*TASK TO COMPLETE*:
What is the number of lines below that contain the string "small"? Give it and nothing else.

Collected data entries
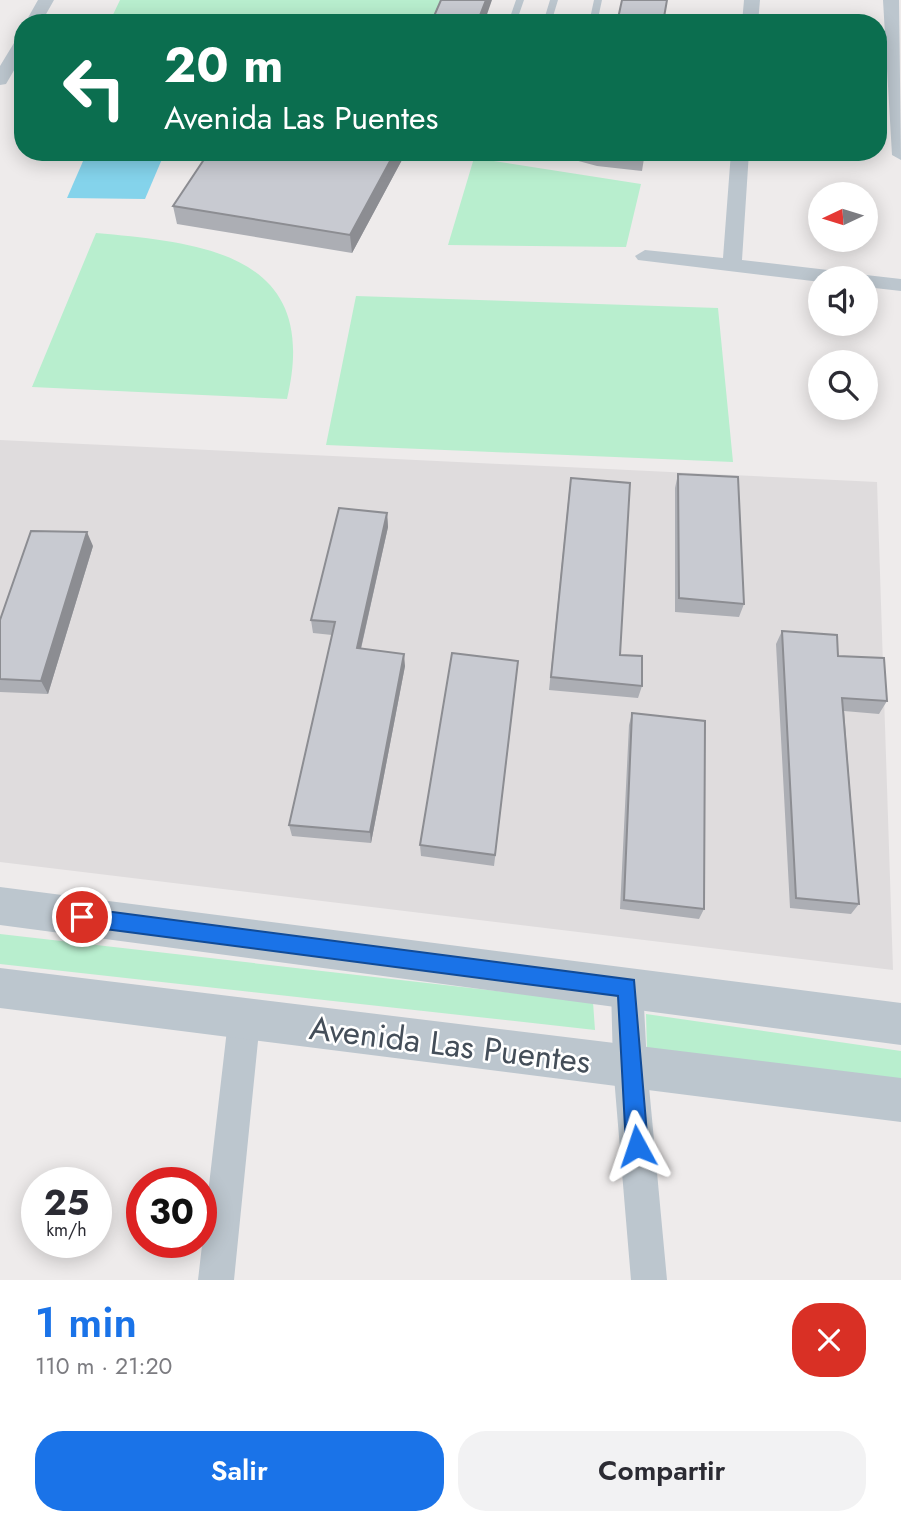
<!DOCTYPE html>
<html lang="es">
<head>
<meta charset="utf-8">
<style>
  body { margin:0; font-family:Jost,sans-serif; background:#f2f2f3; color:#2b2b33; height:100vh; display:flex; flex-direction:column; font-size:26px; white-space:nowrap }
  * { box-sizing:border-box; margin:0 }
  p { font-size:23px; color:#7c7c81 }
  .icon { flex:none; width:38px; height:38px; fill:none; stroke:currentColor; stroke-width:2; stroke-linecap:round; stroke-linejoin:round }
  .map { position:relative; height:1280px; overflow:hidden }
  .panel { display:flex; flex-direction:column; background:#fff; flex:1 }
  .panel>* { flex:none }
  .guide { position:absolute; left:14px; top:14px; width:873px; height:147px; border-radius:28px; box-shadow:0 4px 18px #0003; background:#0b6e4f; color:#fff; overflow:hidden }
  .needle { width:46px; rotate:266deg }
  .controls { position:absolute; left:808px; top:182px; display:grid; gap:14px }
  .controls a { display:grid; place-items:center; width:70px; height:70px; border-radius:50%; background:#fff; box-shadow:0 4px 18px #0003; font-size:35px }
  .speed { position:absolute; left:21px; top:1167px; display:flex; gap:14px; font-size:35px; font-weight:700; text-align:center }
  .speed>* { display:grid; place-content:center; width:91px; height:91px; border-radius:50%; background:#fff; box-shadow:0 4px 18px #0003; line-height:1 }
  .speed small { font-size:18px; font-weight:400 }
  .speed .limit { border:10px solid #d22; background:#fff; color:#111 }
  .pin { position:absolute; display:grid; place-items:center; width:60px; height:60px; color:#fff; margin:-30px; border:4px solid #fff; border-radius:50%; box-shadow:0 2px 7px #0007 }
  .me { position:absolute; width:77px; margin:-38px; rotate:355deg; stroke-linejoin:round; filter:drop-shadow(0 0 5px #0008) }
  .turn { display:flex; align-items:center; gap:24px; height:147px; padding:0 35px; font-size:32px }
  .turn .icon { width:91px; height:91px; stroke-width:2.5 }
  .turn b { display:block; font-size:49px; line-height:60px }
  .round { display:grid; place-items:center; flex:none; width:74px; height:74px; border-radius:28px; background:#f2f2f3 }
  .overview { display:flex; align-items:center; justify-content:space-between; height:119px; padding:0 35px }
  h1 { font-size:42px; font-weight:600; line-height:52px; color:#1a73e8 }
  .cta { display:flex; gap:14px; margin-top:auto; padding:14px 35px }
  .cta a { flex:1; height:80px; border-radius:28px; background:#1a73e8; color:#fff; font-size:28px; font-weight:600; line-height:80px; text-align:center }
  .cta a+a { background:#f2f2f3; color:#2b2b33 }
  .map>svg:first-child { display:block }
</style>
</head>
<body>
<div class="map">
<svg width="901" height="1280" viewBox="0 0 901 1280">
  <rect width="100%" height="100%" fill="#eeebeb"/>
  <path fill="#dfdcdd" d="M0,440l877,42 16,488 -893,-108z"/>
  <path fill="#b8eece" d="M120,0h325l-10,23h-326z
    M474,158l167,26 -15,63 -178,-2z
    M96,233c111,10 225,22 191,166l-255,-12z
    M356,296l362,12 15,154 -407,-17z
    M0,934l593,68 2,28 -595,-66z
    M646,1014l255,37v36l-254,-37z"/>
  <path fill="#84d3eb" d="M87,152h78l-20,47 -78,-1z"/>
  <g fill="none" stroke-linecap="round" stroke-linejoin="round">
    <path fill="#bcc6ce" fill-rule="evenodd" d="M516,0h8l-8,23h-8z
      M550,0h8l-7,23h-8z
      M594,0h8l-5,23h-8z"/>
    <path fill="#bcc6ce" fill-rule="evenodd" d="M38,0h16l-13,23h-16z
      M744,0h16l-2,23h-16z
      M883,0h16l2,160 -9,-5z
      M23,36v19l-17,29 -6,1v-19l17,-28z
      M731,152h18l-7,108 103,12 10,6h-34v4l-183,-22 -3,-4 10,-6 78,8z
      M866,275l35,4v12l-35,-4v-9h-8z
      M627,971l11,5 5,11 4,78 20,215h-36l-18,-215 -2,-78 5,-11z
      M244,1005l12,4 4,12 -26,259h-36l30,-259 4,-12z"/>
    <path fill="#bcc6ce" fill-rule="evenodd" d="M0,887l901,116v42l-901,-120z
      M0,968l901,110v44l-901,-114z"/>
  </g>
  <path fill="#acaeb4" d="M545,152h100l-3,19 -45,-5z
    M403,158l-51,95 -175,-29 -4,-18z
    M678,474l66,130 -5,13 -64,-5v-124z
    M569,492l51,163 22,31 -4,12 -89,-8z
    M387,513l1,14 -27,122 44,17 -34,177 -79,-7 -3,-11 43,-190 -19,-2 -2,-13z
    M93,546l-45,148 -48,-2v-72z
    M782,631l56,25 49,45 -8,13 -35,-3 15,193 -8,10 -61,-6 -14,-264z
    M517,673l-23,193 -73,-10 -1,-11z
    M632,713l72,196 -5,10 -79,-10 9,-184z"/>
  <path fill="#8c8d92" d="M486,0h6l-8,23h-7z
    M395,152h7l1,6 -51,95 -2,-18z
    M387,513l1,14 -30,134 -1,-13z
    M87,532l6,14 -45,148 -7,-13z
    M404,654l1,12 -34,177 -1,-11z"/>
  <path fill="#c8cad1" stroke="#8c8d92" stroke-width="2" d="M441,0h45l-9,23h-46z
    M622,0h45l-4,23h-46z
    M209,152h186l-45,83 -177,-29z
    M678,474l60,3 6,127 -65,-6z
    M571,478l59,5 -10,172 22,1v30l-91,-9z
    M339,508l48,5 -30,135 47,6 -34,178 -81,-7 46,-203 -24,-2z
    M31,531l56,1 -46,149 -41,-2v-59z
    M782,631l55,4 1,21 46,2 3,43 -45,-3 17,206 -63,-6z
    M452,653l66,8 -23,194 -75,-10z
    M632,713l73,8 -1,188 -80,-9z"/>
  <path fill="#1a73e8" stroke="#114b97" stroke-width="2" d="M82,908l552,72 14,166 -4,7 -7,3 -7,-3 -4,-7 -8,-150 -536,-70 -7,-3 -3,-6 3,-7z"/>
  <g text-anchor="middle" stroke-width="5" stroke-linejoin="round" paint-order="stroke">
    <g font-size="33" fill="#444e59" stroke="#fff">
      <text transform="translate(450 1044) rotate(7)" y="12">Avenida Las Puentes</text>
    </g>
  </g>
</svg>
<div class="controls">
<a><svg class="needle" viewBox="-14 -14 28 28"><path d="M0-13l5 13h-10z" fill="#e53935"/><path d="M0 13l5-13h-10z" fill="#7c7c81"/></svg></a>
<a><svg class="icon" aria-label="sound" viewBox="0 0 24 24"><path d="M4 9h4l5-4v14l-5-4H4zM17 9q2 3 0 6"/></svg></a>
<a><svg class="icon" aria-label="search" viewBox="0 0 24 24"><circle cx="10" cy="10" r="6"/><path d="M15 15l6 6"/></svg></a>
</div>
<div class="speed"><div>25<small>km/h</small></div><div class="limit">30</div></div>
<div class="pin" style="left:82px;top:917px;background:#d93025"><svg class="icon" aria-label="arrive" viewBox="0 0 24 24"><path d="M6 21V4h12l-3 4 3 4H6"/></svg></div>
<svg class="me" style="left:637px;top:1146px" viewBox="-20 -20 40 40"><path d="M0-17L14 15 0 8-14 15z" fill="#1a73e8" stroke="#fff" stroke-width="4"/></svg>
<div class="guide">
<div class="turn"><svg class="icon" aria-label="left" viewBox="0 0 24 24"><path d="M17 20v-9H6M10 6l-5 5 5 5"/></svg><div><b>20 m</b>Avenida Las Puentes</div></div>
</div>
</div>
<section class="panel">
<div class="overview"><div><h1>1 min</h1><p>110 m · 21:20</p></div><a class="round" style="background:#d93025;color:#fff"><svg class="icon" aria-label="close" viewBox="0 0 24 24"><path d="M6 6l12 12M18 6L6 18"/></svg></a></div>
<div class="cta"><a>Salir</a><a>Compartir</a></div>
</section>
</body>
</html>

*EXERCISE OUTPUT*:
2